Thursday, August 23, 2012

Vlog #2 Balancing my workouts

Saturday, August 11, 2012

People will always have an opinion....Keep doin' YOU!!


 When you see me on the weight floor, I'm pretty focused. If you try to get my attention, I usually smile, tip my hat and continue on with my lifting.

Not today. Today I came in to sub a class and figured while I was there, I'd hit some chest and back. Just as I was making my way the pull up bar, I ran into an old lifting comrade of mine from a year or so ago, that always motivated me to push harder. I had  to stop and say hi!! I'm glad I did! We chatted it up for about 40 minutes! What a great conversation!! 

Isn't it funny how we remember things that were said to, or about us for a life time?  Most of us, by nature want to please. We want to be accepted, liked, respected, valued, and validated.

 I'll never forget....my son was 5 years old (he is now 19) and it was close to Christmas. We had just finished Christmas shopping and decided to go to Baskin Robins (in the mall) for a scoop of our favorite holiday flavor, peppermint candy!! We took our packages and ice cream to a mall table just outside the shop and enjoyed our treat, while talking about how much the people would love the gifts we had picked out. A man walking toward us stopped and interrupted this innocent mommy/son moment to inform me, that  I wouldn't be nearly this heavy if I didn't eat crap like ice cream. JERK!! I wanted to cry. Was that what people saw when they looked at me? A fat cow eating ice cream and getting fatter?

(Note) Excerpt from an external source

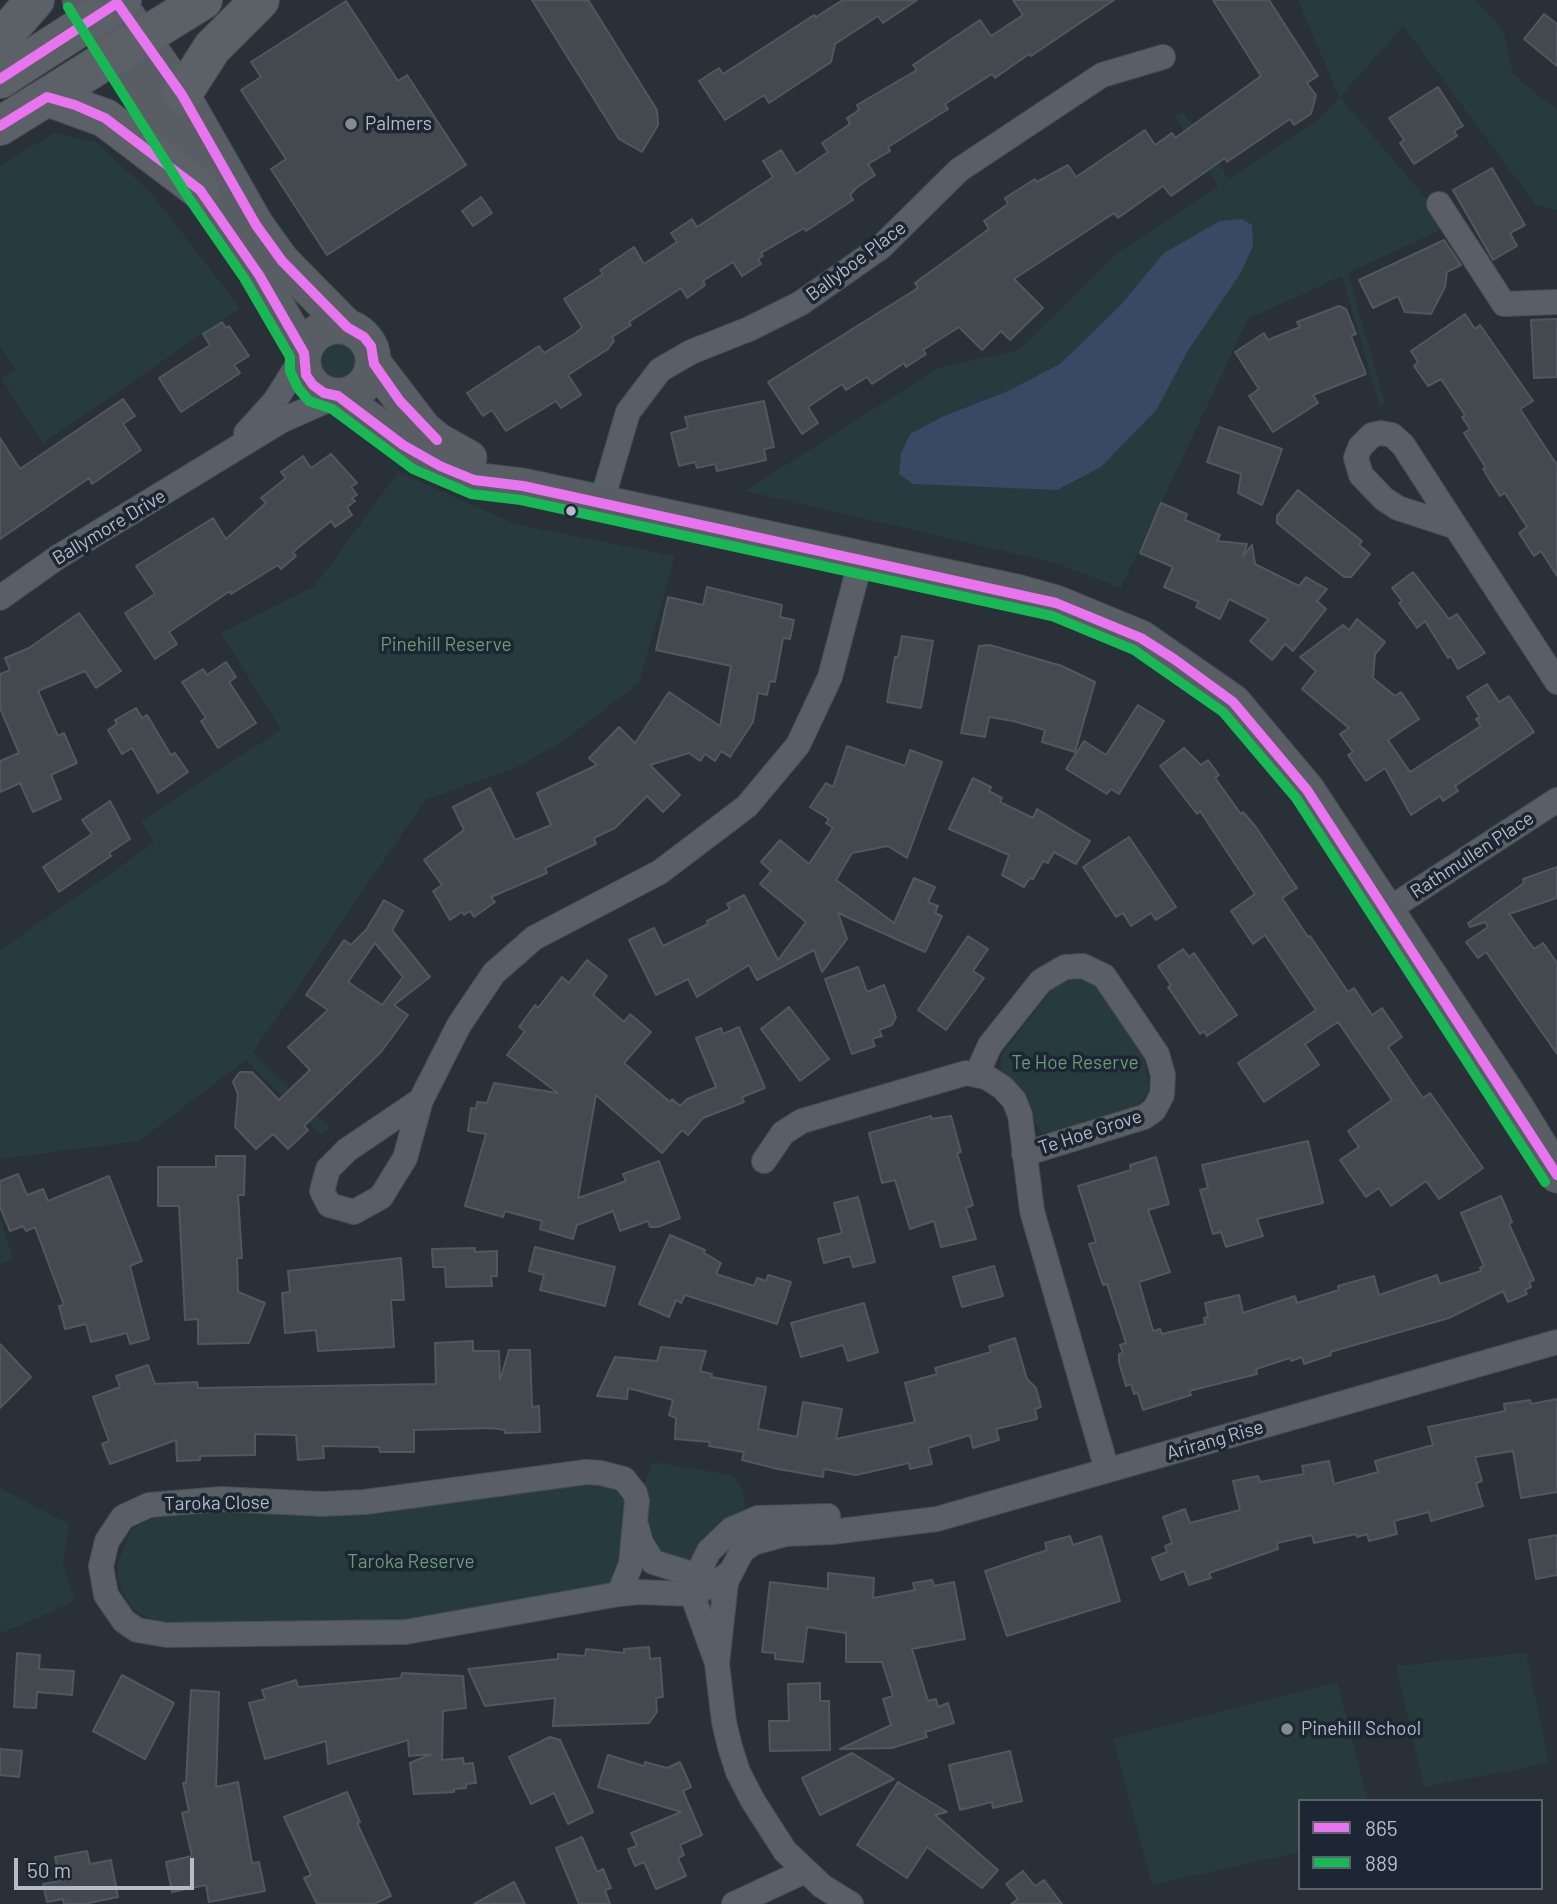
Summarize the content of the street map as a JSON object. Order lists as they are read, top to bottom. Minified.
{"streets":{"street":["Ballyboe Place","Ballymore Drive","Rathmullen Place","Te Hoe Grove","Arirang Rise","Taroka Close"]},"crossings":[["Te Hoe Grove","Arirang Rise"],["Arirang Rise","Taroka Close"]],"parks":["Pinehill Reserve","Te Hoe Reserve","Taroka Reserve"],"places":["Palmers","Pinehill School"],"lines":["transit line 865","transit line 889"],"legend":["865","889"],"scale_bar":"50 m"}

He didn't see a mom having a holiday treat with her kid, he saw a fat cow eating ice cream.

" We don't see things as they are. 
We see them as we are."
~Anais Nin

It wasn't until years  later that I would understand what Anais meant.

Later in life, when I made the choice to get healthy (By the way,I still eat ice cream!)  I began lifting weights and body building. I love it!! I love the way I look! The way my chest ripples, the way my triceps cut into my delts!! I love the way I feel! So healthy and willing to feed my body the nutrients it needs to give me what it's giving me! I love feeling strong! My husband calls me Pops (short for Popeye), and I work hard to keep that title. Well, last year our best friends (husband and wife team) came to our house to play cards. The husband pulled my husband aside and told him I was starting to look a bit masculine. Kind of like Jillian Michaels. When my husband told me this, I didn't cry.... I grinned from ear to ear! Not because I want to look masculine, and I don't think I do. But, because what our friend perceived as masculine, I perceived as having reached a goal I had worked so hard to reach......and it was noticed.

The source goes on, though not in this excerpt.